X-Hacker.org- FAST TEXT SEARCH for Clipper v.2.0 - <b>optimization

Click above to get retro games delivered to your door ever month! X-Hacker.org- FAST TEXT SEARCH for Clipper v.2.0 - <b>optimization - making it better</b>
[<<Previous Entry] [^^Up^^] [Next Entry>>] [Menu] [About The Guide]
   Optimization  - Making it Better

   The length and uniqueness of the strings that are passed to CftsSet()
   are extremely important to the performance of CFTS; the more uncommon 
   the string, the better the performance. The .IA index tracks text 
   signatures. The more unique signatures a particular string has, the 
   easier it is for CFTS to identify it. For example, a string like 
   'tested' is made up of very common and frequently occurring characters 
   and character groups. In most cases, it is more difficult (slower) for 
   CFTS to search for 'tested' than it is for it to find a string like 
   'zxcvbnm' because 'tested' will produce more aliases than will 
   'zxcvbnm'. Users of CFTS systems should always be encouraged to supply 
   as much as they can for the search string. Even additional partial 
   words can sometimes make a big difference in search speeds.

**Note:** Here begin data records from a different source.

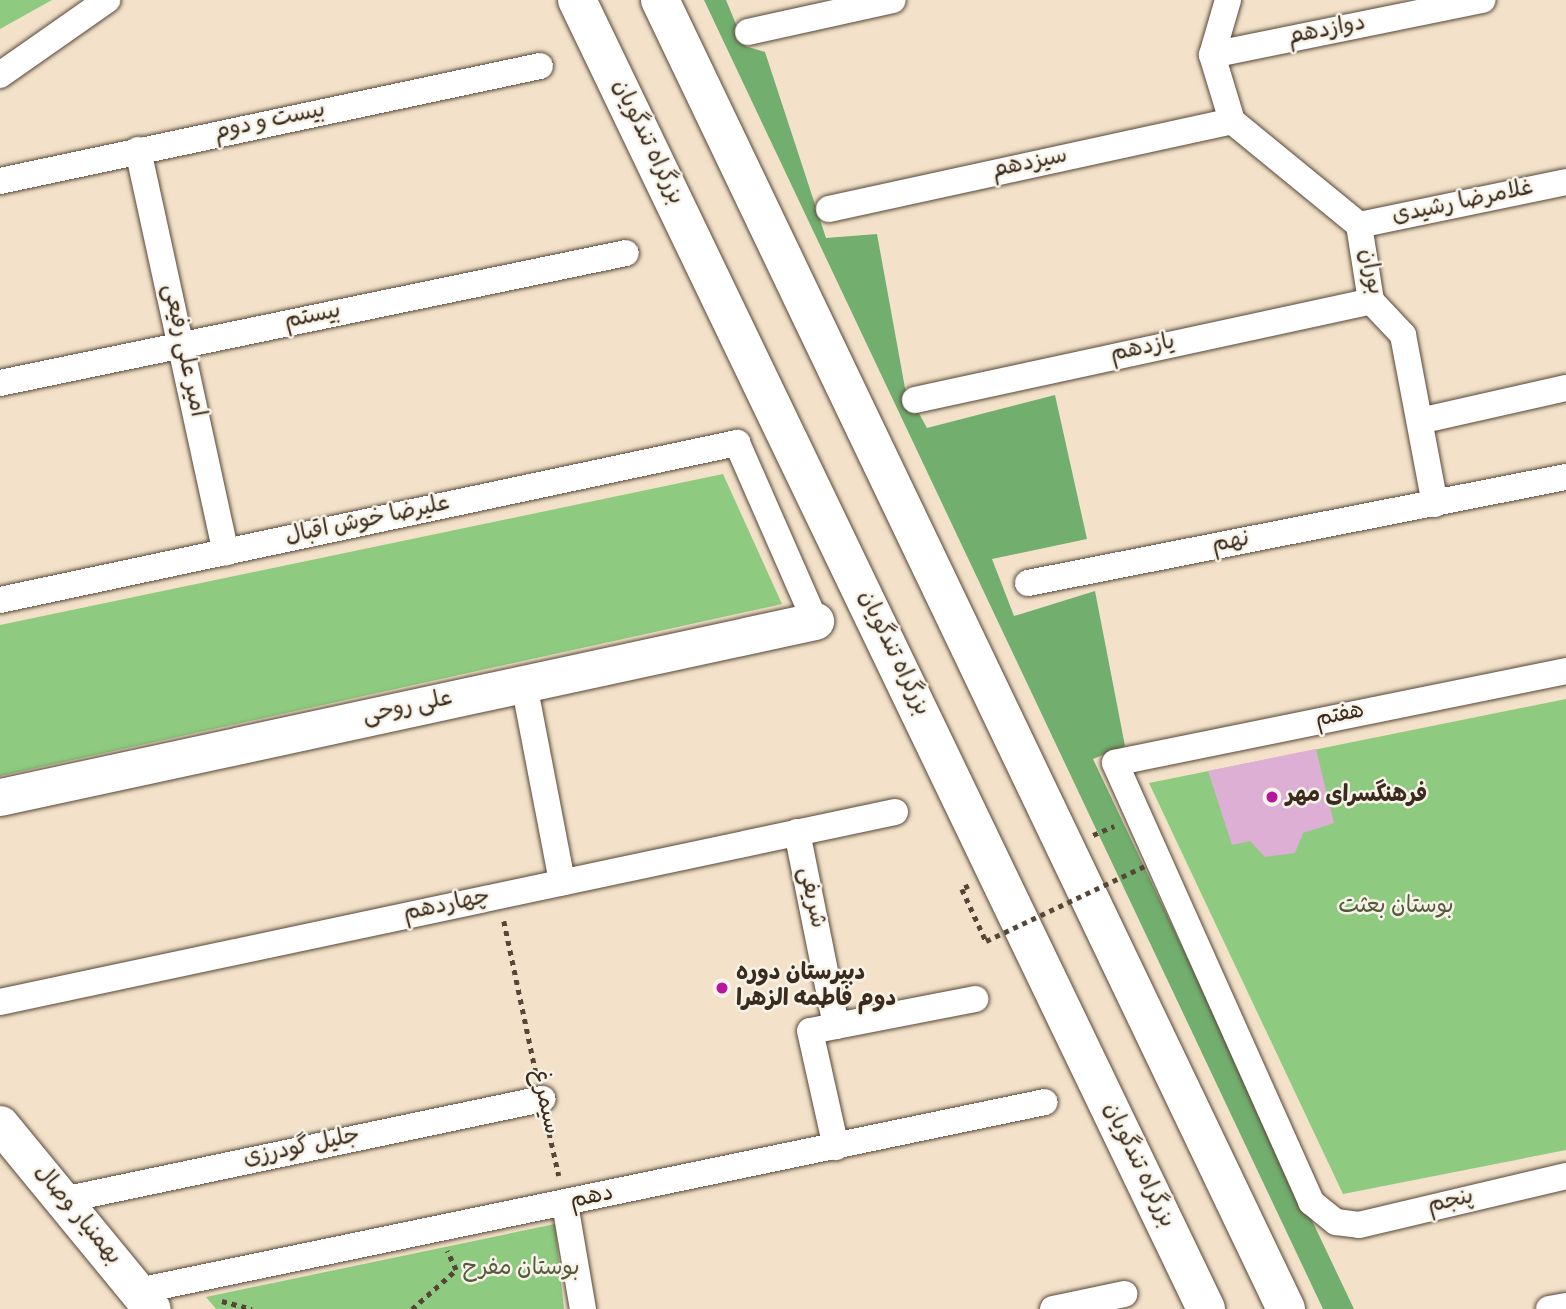 <!DOCTYPE html>
<html>
<head>
<meta charset="utf-8">
<style>
	body { margin:0 }
	#map { position:relative; width:1566px; height:1309px; overflow:hidden; background:#f3e2c9; font-family:Dekko,"Playpen Sans Arabic",sans-serif }
	div>[style] { position:absolute }
	.green>* { inset:0; background:#8eca7f }
	.forest>* { inset:0; background:#72ae6e }
	.building>* { inset:0; background:#ddafd5 }
	.path>* { height:4.5px; margin-top:-2.25px; transform-origin:0; background:repeating-linear-gradient(90deg,#574638 0 5px,transparent 0 10px) }
	.roads { filter:drop-shadow(0 0 2px #574638) drop-shadow(0 0 2px #574638) }
	.street>* { height:26px; margin:-13px; padding:0 13px; transform-origin:13px; border-radius:13px; background:#fff }
	.secondary>* { height:37px; margin:-18.5px; padding:0 18.5px; transform-origin:18.5px; border-radius:18.5px; background:#fff }
	.highway>* { height:38px; margin:-19px; padding:0 19px; transform-origin:19px; border-radius:19px; background:#fff }
	.path-bridge>* { height:4.5px; margin-top:-2.25px; transform-origin:0; background:repeating-linear-gradient(90deg,#574638 0 5px,transparent 0 10px) }
	.dots>* { width:19px; height:19px; translate:-50% -50%; box-sizing:border-box; border:4px solid #f7f3e8; border-radius:50% }
	span { translate:-50% -50%; white-space:nowrap; text-align:center; line-height:1.15; -webkit-text-stroke:5px #f7f3e8; paint-order:stroke }
	.street-label { font-size:23px; color:#3b2a1e }
	.poi-label { font-size:23px; color:#3b2a1e; font-weight:700 }
	.left { translate:0 -50%; text-align:left }
	.park-label { font-size:23px; color:#545a3b }
</style>
</head>
<body>
<div id="map">
	<div class="green">
		<i style="clip-path:polygon(0 0,52px 0,0 29px)"></i>
		<i style="clip-path:polygon(723px 474px,782px 604px,0 776px,0 625px)"></i>
		<i style="clip-path:polygon(1566px 699px,1566px 1150px,1343px 1194px,1149px 783px)"></i>
		<i style="clip-path:polygon(555px 1224px,564px 1309px,216px 1309px,206px 1297px)"></i>
	</div>
	<div class="forest">
		<i style="clip-path:polygon(704px 0,726px 0,745px 46px,765px 52px,826px 238px,877px 234px,905px 388px,927px 428px,1055px 395px,1087px 539px,992px 559px,1014px 616px,1095px 591px,1125px 746px,1093px 759px,1354px 1309px,1323px 1309px)"></i>
	</div>
	<div class="building">
		<i style="clip-path:polygon(1316px 749px,1334px 823px,1303px 833px,1295px 853px,1265px 857px,1250px 841px,1232px 845px,1208px 771px)"></i>
	</div>
	<div class="path">
		<i style="left:1093px;top:835px;width:23px;rotate:-23deg"></i>
		<i style="left:969px;top:886px;width:8px;rotate:157deg"></i>
		<i style="left:962px;top:889px;width:57px;rotate:65.2deg"></i>
		<i style="left:504px;top:921px;width:155px;rotate:78.1deg"></i>
		<i style="left:547px;top:1123px;width:54px;rotate:77.2deg"></i>
		<i style="left:222px;top:1301px;width:31px;rotate:15deg"></i>
		<i style="left:412px;top:1309px;width:59px;rotate:-41.6deg"></i>
		<i style="left:456px;top:1270px;width:21px;rotate:-115deg"></i>
	</div>
	<div class="roads">
		<div class="street">
			<i style="left:1228px;top:0;width:57px;rotate:106.2deg"></i>
			<i style="left:1212px;top:55px;width:69px;rotate:73.1deg"></i>
			<i style="left:1232px;top:121px;width:164px;rotate:39.3deg"></i>
			<i style="left:1359px;top:225px;width:77px;rotate:81deg"></i>
			<i style="left:1371px;top:301px;width:47px;rotate:46.7deg"></i>
			<i style="left:1403px;top:335px;width:172px;rotate:79.3deg"></i>
			<i style="left:748px;top:32px;width:148px;rotate:-12.4deg"></i>
			<i style="left:1212px;top:55px;width:276px;rotate:-11.5deg"></i>
			<i style="left:0;top:75px;width:131px;rotate:-35deg"></i>
			<i style="left:138px;top:150px;width:412px;rotate:77.7deg"></i>
			<i style="left:0;top:181px;width:552px;rotate:-12.02deg"></i>
			<i style="left:829px;top:209px;width:412px;rotate:-12.3deg"></i>
			<i style="left:1359px;top:225px;width:211px;rotate:-11.7deg"></i>
			<i style="left:0;top:383px;width:639px;rotate:-11.73deg"></i>
			<i style="left:915px;top:400px;width:467px;rotate:-12.2deg"></i>
			<i style="left:1424px;top:420px;width:146px;rotate:-12.7deg"></i>
			<i style="left:1028px;top:583px;width:548px;rotate:-11.15deg"></i>
			<i style="left:0;top:600px;width:754px;rotate:-12.03deg"></i>
			<i style="left:737px;top:443px;width:194px;rotate:66.3deg"></i>
			<i style="left:1566px;top:671px;width:460px;rotate:168.5deg"></i>
			<i style="left:1115px;top:763px;width:481px;rotate:65.9deg"></i>
			<i style="left:1311px;top:1202px;width:32px;rotate:39deg"></i>
			<i style="left:1336px;top:1222px;width:23px;rotate:7deg"></i>
			<i style="left:1359px;top:1225px;width:213px;rotate:-13.3deg"></i>
			<i style="left:524px;top:684px;width:202px;rotate:79.1deg"></i>
			<i style="left:797px;top:832px;width:198px;rotate:78.6deg"></i>
			<i style="left:836px;top:1026px;width:26px;rotate:169deg"></i>
			<i style="left:810px;top:1031px;width:119px;rotate:77.4deg"></i>
			<i style="left:0;top:1002px;width:915px;rotate:-11.99deg"></i>
			<i style="left:836px;top:1026px;width:142px;rotate:-11deg"></i>
			<i style="left:63px;top:1200px;width:490px;rotate:-11.9deg"></i>
			<i style="left:565px;top:1204px;width:107px;rotate:80.3deg"></i>
			<i style="left:138px;top:1291px;width:926px;rotate:-11.77deg"></i>
			<i style="left:1053px;top:1309px;width:73px;rotate:-11.9deg"></i>
			<i style="left:1549px;top:1309px;width:17px;rotate:-10deg"></i>
		</div>
		<div class="secondary">
			<i style="left:0;top:797px;width:834px;rotate:-12.19deg"></i>
			<i style="left:0;top:1124px;width:239px;rotate:50.6deg"></i>
		</div>
		<div class="highway">
			<i style="left:577px;top:0;width:1452px;rotate:64.33deg"></i>
			<i style="left:660px;top:0;width:1451px;rotate:64.44deg"></i>
		</div>
	</div>
	<div class="path-bridge">
		<i style="left:986px;top:941px;width:178px;rotate:-25.3deg"></i>
	</div>
	<div class="dots">
		<i style="left:1272px;top:797px;background:#b5179e"></i>
		<i style="left:722px;top:988px;background:#b5179e"></i>
	</div>
	<div class="street-label">
		<span style="left:1327px;top:32px;rotate:-11deg">دوازدهم</span>
		<span style="left:270px;top:123px;rotate:-12deg">بیست و دوم</span>
		<span style="left:646px;top:143px;rotate:64deg">بزرگراه تندگویان</span>
		<span style="left:1030px;top:165px;rotate:-12deg">سیزدهم</span>
		<span style="left:1463px;top:204px;rotate:-12deg">غلامرضا رشیدی</span>
		<span style="left:1369px;top:272px;rotate:78deg">بوران</span>
		<span style="left:313px;top:318px;rotate:-12deg">بیستم</span>
		<span style="left:1143px;top:350px;rotate:-12deg">یازدهم</span>
		<span style="left:182px;top:351px;rotate:78deg">امیر علی رفیعی</span>
		<span style="left:368px;top:522px;rotate:-12deg">علیرضا خوش اقبال</span>
		<span style="left:1231px;top:544px;rotate:-11deg">نهم</span>
		<span style="left:892px;top:654px;rotate:64deg">بزرگراه تندگویان</span>
		<span style="left:408px;top:709px;rotate:-12deg">علی روحی</span>
		<span style="left:1340px;top:717px;rotate:-12deg">هفتم</span>
		<span style="left:810px;top:898px;rotate:78deg">شریفی</span>
		<span style="left:447px;top:907px;rotate:-12deg">چهاردهم</span>
		<span style="left:543px;top:1102px;rotate:78deg">سیمرغ</span>
		<span style="left:302px;top:1149px;rotate:-12deg">جلیل گودرزی</span>
		<span style="left:1137px;top:1166px;rotate:64deg">بزرگراه تندگویان</span>
		<span style="left:592px;top:1199px;rotate:-12deg">دهم</span>
		<span style="left:1451px;top:1203px;rotate:-13deg">پنجم</span>
		<span style="left:76px;top:1216px;rotate:50deg">بهمنیار وصال</span>
	</div>
	<div class="poi-label">
		<span class="left" style="left:1286px;top:797px">فرهنگسرای مهر</span>
		<span class="left" style="left:736px;top:988px">دبیرستان دوره<br>دوم فاطمه الزهرا</span>
	</div>
	<div class="park-label">
		<span style="left:1396px;top:908px">بوستان بعثت</span>
		<span style="left:521px;top:1270px">بوستان مفرح</span>
	</div>
</div>
</body>
</html>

   An exception to the more is better rule of CFTS search strings is the 
   case of repeated strings. Once a string has been read and the text 
   signatures calculated, the addition of that same string again has no 
   effect on an .IA index search. This is true for both adding records to 
   the index and passing search strings to be searched for. For example, 
   if a text record contains the same word more than once, the signatures 
   for that word would only be registered in the index key one time. 
   Likewise, if a search string contains a repeated string, record 
   numbers of all index records containing signatures for that string 
   will be returned by CftsNext(). In other words, no performance 
   improvement is realized by specifying a search string more than once.

   Another factor influencing the overall performance of an CFTS    
   system is the nature of the text contained in the text records. A 
   data set made up of a very small vocabulary will offer CFTS a small 
   set of signatures by which to distinguish one record form another. 
   This will result in more time spent verifying aliases. Conversely, 
   a data set offering a large variety of signatures will allow CFTS 
   to perform closer to its theoretical best.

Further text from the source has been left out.